Determinação das taxas USTR 301 para embarcações – ônus sobre os operadores de navios

Faltando menos de duas semanas para a implementação de taxas portuárias adicionais para embarcações de propriedade, operadas ou construídas na China, a Alfândega e Proteção de Fronteiras dos EUA (CBP), agência responsável pela cobrança, detalhou os principais requisitos por meio de seu Cargo Systems Messaging Service.

No caso das taxas que também se aplicam a todos os navios transportadores de veículos construídos fora dos EUA, a CBP declarou:

“O ônus de determinar se uma embarcação deve a taxa é do operador, NÃO da CBP.”

As tarifas, que entram em vigor para embarcações que atracarem em portos dos EUA a partir de 14 de outubro, foram confirmadas nos seguintes valores:

  • US$ 50 por tonelada líquida para embarcações de chegada de propriedade ou operadas por uma entidade chinesa;
  • Para porta-contêineres construídos na China: o valor mais alto entre US$ 18 por tonelada líquida ou US$ 120 por cada contêiner descarregado;
  • US$ 14 por tonelada líquida para embarcações classificadas como transportadoras de veículos ou do tipo roll-on/roll-off.
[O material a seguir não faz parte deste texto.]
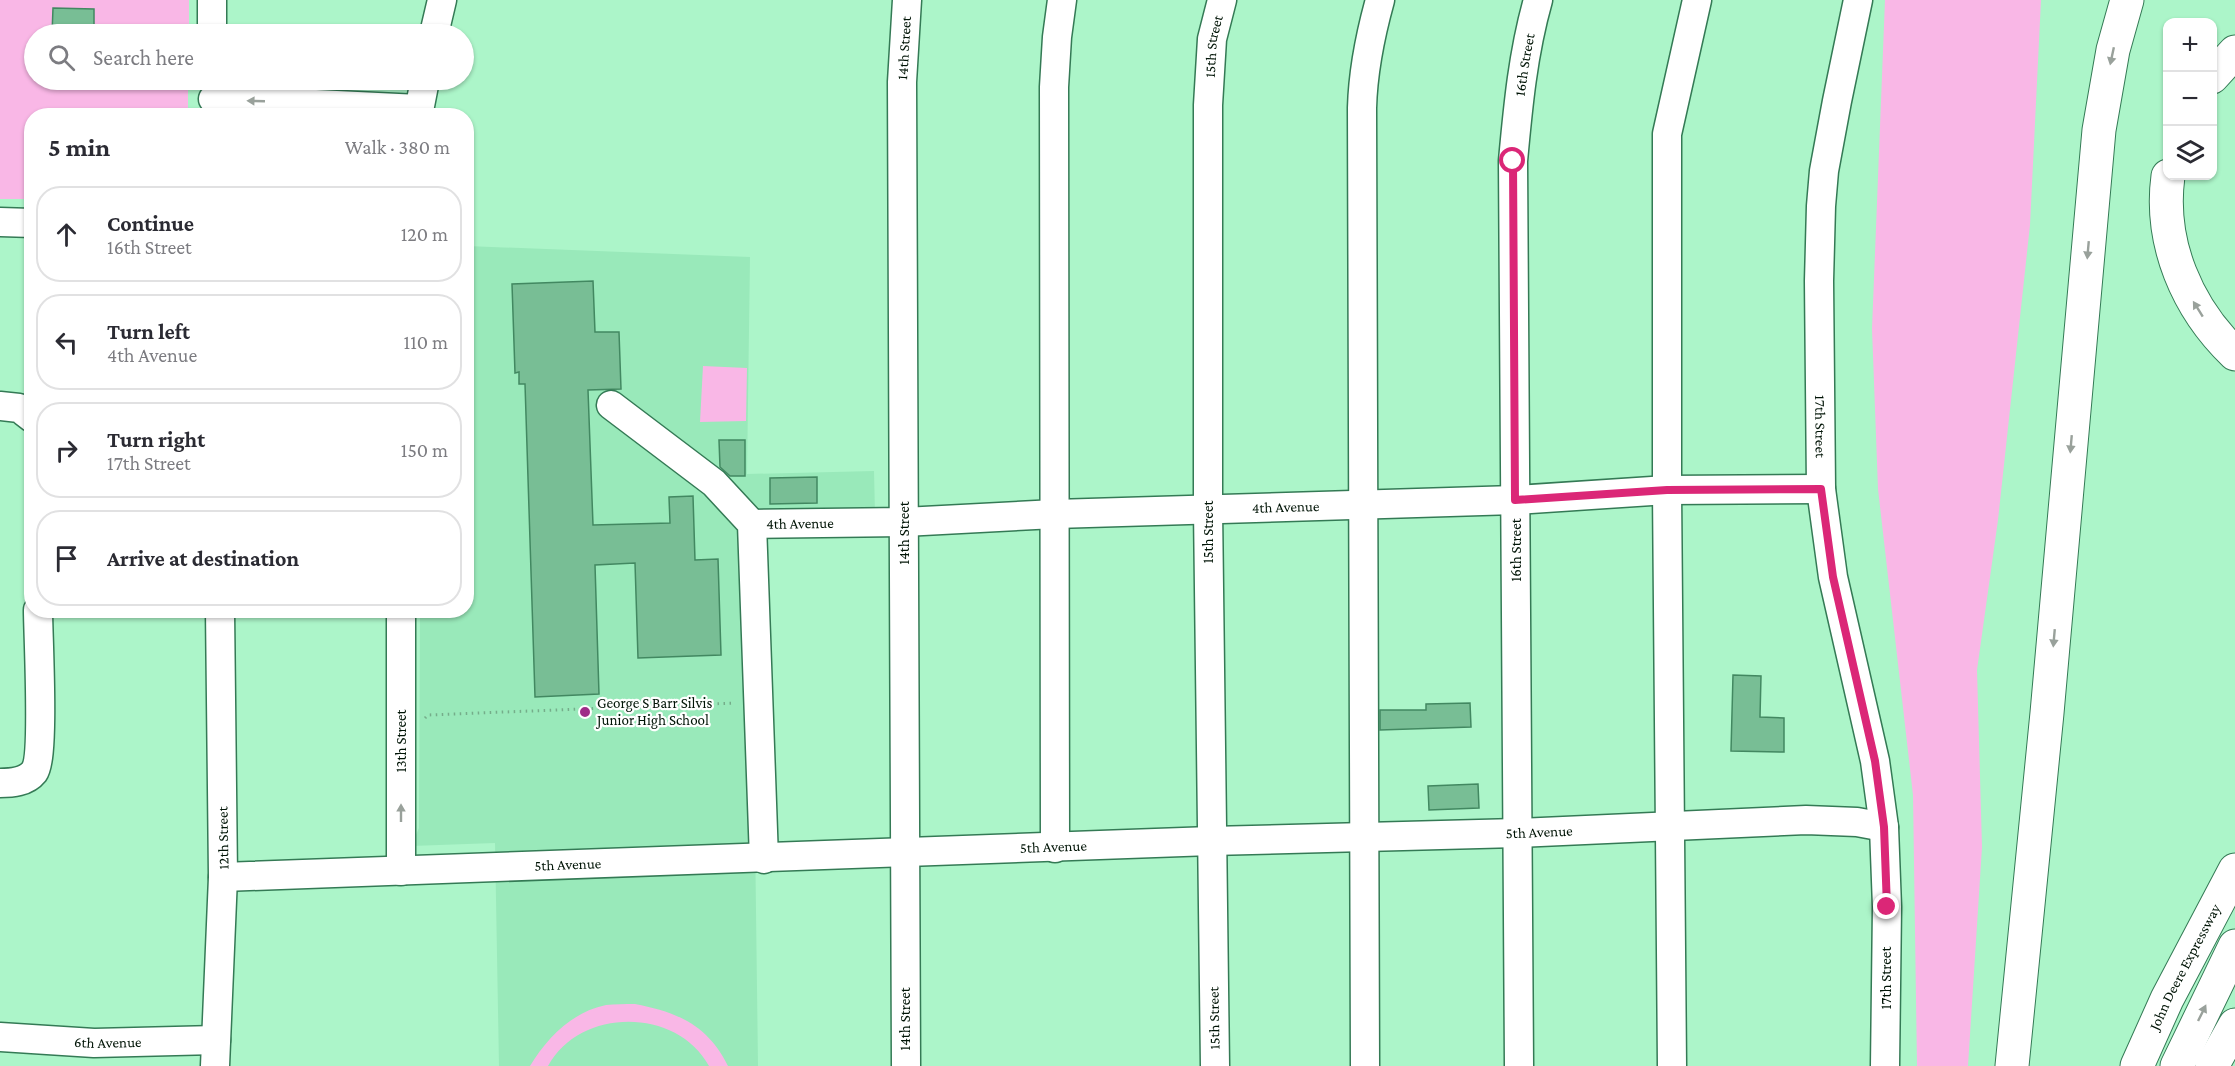 <!DOCTYPE html>
<meta charset="utf-8">
<style>
:root{--surface:#fff;--page:#f7f7f7;--text:#2b2b33;--muted:#7c7c81;--line:#e1e1e2}
body{margin:0;font-family:"Crimson Pro",serif;background:var(--page);color:var(--text)}
.controls{position:absolute;right:18px;top:18px;display:grid;overflow:hidden;border-radius:12px;box-shadow:0 2px 4px #0004}
.controls button{width:54px;height:54px;display:grid;place-items:center;padding:0;border:0;border-bottom:2px solid var(--line);background:var(--surface);color:var(--text);font:30px sans-serif}
.stop{position:absolute;width:18px;height:18px;margin:-14px;border:4px solid #db2777;border-radius:50%;background:#fff}
.stop.end{background:#db2777;border-color:#fff;box-shadow:0 2px 6px #0008}
.list{margin:0;padding:0;list-style:none}
h2{display:flex;justify-content:space-between;align-items:center;height:78px;margin:0;padding:0 24px;font-size:26px}
h2 small{font-size:20px;font-weight:400;color:var(--muted)}
.list li{display:grid;grid-template-columns:39px 1fr auto;gap:18px;align-items:center;box-sizing:border-box;height:96px;margin:0 12px 12px;padding:0 12px;border:2px solid var(--line);border-radius:24px}
.list b{display:block;font-size:22px;white-space:nowrap}
.list p{margin:0;font-size:20px;white-space:nowrap;color:var(--muted)}
.list em{font-size:20px;font-style:normal;color:var(--muted)}
.icon{flex:none;width:33px;height:33px;fill:none;stroke:currentColor;stroke-width:2;stroke-linecap:round;stroke-linejoin:round}
.map{position:relative;flex:none;width:2235px;height:1066px;overflow:hidden}
.search{position:absolute;background:var(--surface);box-shadow:0 2px 4px #0004;left:24px;top:24px;width:450px;height:66px;display:flex;align-items:center;gap:15px;box-sizing:border-box;padding:0 21px;border-radius:33px;color:var(--muted);font-size:22px}
.panel{position:absolute;background:var(--surface);box-shadow:0 2px 4px #0004;left:24px;top:108px;width:450px;height:510px;border-radius:24px}
.map>svg:first-child{display:block}
.built{fill:#99e9ba}
.green{fill:#f9b7e6}
.building{fill:#78be95;stroke:#428861;stroke-width:1.5}
.lines{fill:none;stroke-linecap:round;stroke-linejoin:round}
.minor-casing{stroke:#347a55;stroke-width:31}
.highway-casing{stroke:#347a55;stroke-width:35}
.path{stroke:#75ad8a;stroke-width:3;stroke-dasharray:1.5 4.5;stroke-linecap:butt}
.minor{stroke:#fff;stroke-width:28}
.highway{stroke:#fff;stroke-width:33}
.oneway{fill:#99a19b}
.route{stroke:#db2777;stroke-width:8}
.poi-dot{fill:#9f2c88;stroke:#fff;stroke-width:2}
.labels{text-anchor:middle;dominant-baseline:central;stroke-width:4.5;stroke-linejoin:round;paint-order:stroke}
.street-label{font-size:15px;fill:#001406;stroke:#fff}
.poi-label{font-size:15px;fill:#001406;stroke:#fff;text-anchor:start}
</style>
<div class="map">
<svg width="2235" height="1066" viewBox="0 0 2235 1066">
<rect width="100%" height="100%" fill="#acf5c9"/>
<path class="built" d="M467,246l283,11 -3,217 127,-3 1,43 -131,4 11,315 3,233h-259l-4,-223 -84,3 8,-18 1,-217 46,-1z"/>
<g class="green">
<path d="M0,0h189v34h-155v46h154v35l-156,1 -1,83h-31z"/>
<path d="M1885,0h156l-11,225 -32,295 -21,150 5,177 -14,219h-51l-4,-271 -35,-306 -6,-160z"/>
<path d="M703,366l44,2 -1,53 -46,1z"/>
<path d="M635,1004c42,8 73,21 93,62h-19c-32,-59 -129,-59 -161,0h-18c17,-28 42,-54 76,-61 9,-1 19,-1 29,-1z"/>
</g>
<g class="building">
<path d="M53,8l41,1v24l-42,1z"/>
<path d="M593,281l2,51h24l2,57 -33,1 5,135 77,-2 -1,-26 24,-1 2,64 23,-1 3,96 -83,3 -3,-95 -40,2 4,129 -64,3 -10,-313h-6v-12l-4,1 -3,-89z"/>
<path d="M719,440h26v36h-15l-10,-9z"/>
<path d="M817,477v26l-47,1v-26z"/>
<path d="M1733,675l28,1 -1,41 24,1v34l-53,-1z"/>
<path d="M1470,703l1,24 -91,3v-20h46v-6z"/>
<path d="M1478,784l1,24 -50,2 -1,-24z"/>
</g>
<g class="lines">
<defs>
<g id="minor">
<path d="M212,0v34"/>
<path id="s1" d="M1858,0l-21,101 -13,70 -3,35 -2,75 2,208 12,88 42,184 9,66 3,80 -2,159"/>
<path d="M434,34l8,-34"/>
<path d="M213,99l206,10"/>
<path d="M418,116l7,-36"/>
<path d="M0,222l32,1"/>
<path d="M611,405l103,78 38,41 12,335"/>
<path d="M0,406l19,2 13,10"/>
<path id="s2" d="M752,524l152,-2 151,-8 460,-14 152,-10 154,-1"/>
<path d="M401,610v261"/>
<path d="M0,783c12,0 26,-1 34,-11 11,-15 4,-136 4,-162"/>
<path d="M1055,848l-1,-761 3,-50 5,-37"/>
<path id="s3" d="M223,877l988,-36 306,-8 289,-13 51,2 27,5"/>
<path id="s4" d="M0,1037l94,6 122,-3"/>
<path d="M215,1066l8,-189 -3,-267"/>
<path id="s5" d="M906,1066l-4,-984 5,-82"/>
<path id="s6" d="M1215,1066l-7,-557v-404l4,-66 10,-39"/>
<path d="M1365,1066l-3,-958c1,-37 8,-72 18,-108"/>
<path id="s7" d="M1519,1066l-6,-905c5,-55 10,-108 25,-161"/>
<path d="M1672,1066l-5,-576v-356l30,-134"/>
</g>
<g id="highway">
<path d="M2212,77l23,-25"/>
<path d="M2168,176c-9,67 19,132 67,178"/>
<path d="M2012,1066l35,-353 52,-583 14,-80 14,-50"/>
<path id="s8" d="M2137,1066l30,-67 68,-129"/>
<path d="M2177,1066l58,-120"/>
<path d="M2212,1066l23,-41"/>
</g>
</defs>
<use href="#minor" class="minor-casing"/>
<use href="#highway" class="highway-casing"/>
<path class="path" d="M425,718l3,-3 307,-12"/>
<use href="#minor" class="minor"/>
<use href="#highway" class="highway"/>
</g>
<defs><path id="oneway-solid" d="M-6-.8H1V-3.2L6.5 0L1 3.2V.8H-6Z" transform="scale(1.5)"/></defs>
<g class="oneway">
<use href="#oneway-solid" transform="translate(2112 56) rotate(102)"/>
<use href="#oneway-solid" transform="translate(256 101) rotate(-178)"/>
<use href="#oneway-solid" transform="translate(2088 250) rotate(95)"/>
<use href="#oneway-solid" transform="translate(2198 309) rotate(-122)"/>
<use href="#oneway-solid" transform="translate(2071 444) rotate(95)"/>
<use href="#oneway-solid" transform="translate(2054 638) rotate(95)"/>
<use href="#oneway-solid" transform="translate(401 813) rotate(-90)"/>
<use href="#oneway-solid" transform="translate(2202 1013) rotate(-64)"/>
</g>
<g class="lines">
<path class="route" d="M1513,161l2,339 152,-10 154,-1 12,88 42,184 9,66 3,80"/>
</g>
<circle class="poi-dot" cx="585" cy="712" r="6"/>
<g class="labels">
<g class="street-label">
<text stroke="none"><textPath href="#s5" startOffset="1018">14th Street</textPath></text>
<text stroke="none"><textPath href="#s6" startOffset="1020">15th Street</textPath></text>
<text stroke="none"><textPath href="#s7" startOffset="1002">16th Street</textPath></text>
<text stroke="none"><textPath href="#s1" startOffset="430">17th Street</textPath></text>
<text stroke="none"><textPath href="#s2" startOffset="534">4th Avenue</textPath></text>
<text stroke="none"><textPath href="#s2" startOffset="48">4th Avenue</textPath></text>
<text transform="translate(1208 532) rotate(-90)">15th Street</text>
<text transform="translate(904 533) rotate(-90)">14th Street</text>
<text transform="translate(1516 550) rotate(-90)">16th Street</text>
<text transform="translate(401 741) rotate(-90)">13th Street</text>
<text stroke="none"><textPath href="#s3" startOffset="1317">5th Avenue</textPath></text>
<text transform="translate(223 838) rotate(-91)">12th Street</text>
<text stroke="none"><textPath href="#s3" startOffset="831">5th Avenue</textPath></text>
<text stroke="none"><textPath href="#s3" startOffset="345">5th Avenue</textPath></text>
<text stroke="none"><textPath href="#s8" startOffset="110">John Deere Expressway</textPath></text>
<text transform="translate(1886 978) rotate(-90)">17th Street</text>
<text transform="translate(1214 1018) rotate(-91)">15th Street</text>
<text transform="translate(905 1019) rotate(-90)">14th Street</text>
<text stroke="none"><textPath href="#s4" startOffset="108">6th Avenue</textPath></text>
</g>
<g class="poi-label">
<text x="597" y="703">George S Barr Silvis<tspan x="597" dy="17">Junior High School</tspan></text>
</g>
</g>
</svg>
<div class="controls">
<button>+</button>
<button>−</button>
<button><svg class="icon" aria-label="layers" viewBox="0 0 24 24"><path d="M12 4l9 5-9 5-9-5zM3 14l9 5 9-5"/></svg></button>
</div>
<div class="stop" style="left:1513px;top:161px"></div>
<div class="stop end" style="left:1887px;top:907px"></div>
<div class="search"><svg class="icon" aria-label="search" viewBox="0 0 24 24"><circle cx="10" cy="10" r="6"/><path d="M15 15l6 6"/></svg>Search here</div>
<section class="panel">
<h2>5 min<small>Walk · 380 m</small></h2>
<ul class="list">
<li><svg class="icon" aria-label="ahead" viewBox="0 0 24 24"><path d="M12 20V5M6 11l6-6 6 6"/></svg><div><b>Continue</b><p>16th Street</p></div><em>120 m</em></li>
<li><svg class="icon" aria-label="left" viewBox="0 0 24 24"><path d="M17 20v-9H6M10 6l-5 5 5 5"/></svg><div><b>Turn left</b><p>4th Avenue</p></div><em>110 m</em></li>
<li><svg class="icon" aria-label="right" viewBox="0 0 24 24"><path d="M7 20v-9h11M14 6l5 5-5 5"/></svg><div><b>Turn right</b><p>17th Street</p></div><em>150 m</em></li>
<li><svg class="icon" aria-label="arrive" viewBox="0 0 24 24"><path d="M6 21V4h12l-3 4 3 4H6"/></svg><div><b>Arrive at destination</b></div></li>
</ul>
</section>
</div>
Os pagamentos devem ser feitos diretamente ao Departamento do Tesouro dos EUA através do portal seguro pay.gov, e não no momento da entrada no porto.

Os operadores de navios são “fortemente encorajados” a quitar as taxas com pelo menos três dias de antecedência da chegada. Aqueles sem comprovante de pagamento ficarão impedidos de realizar operações de carga e descarga ao atracar em portos norte-americanos.

As taxas serão calculadas pelo sistema pay.gov com base nas declarações apresentadas pelos operadores por meio do formulário Section 301 Payment Form. Após o pagamento, a confirmação será repassada ao sistema Vessel Entrance and Clearance System (VECS).

Ainda há incertezas quanto à definição de embarcação de propriedade chinesa, especialmente em casos de navios financiados por meio de arrendamentos chineses, modalidade que ganhou popularidade nos últimos anos.

Segundo a consultoria Alphaliner, apenas as 10 maiores companhias de transporte de contêineres deverão arcar com US$ 3,2 bilhões em taxas USTR 301 até 2026, considerando a frota atual. As mais afetadas seriam a chinesa Cosco Shipping Container Lines e sua subsidiária listada em Hong Kong, Orient Overseas Container Line (OOCL), que juntas pagariam US$ 1,53 bilhão em tarifas.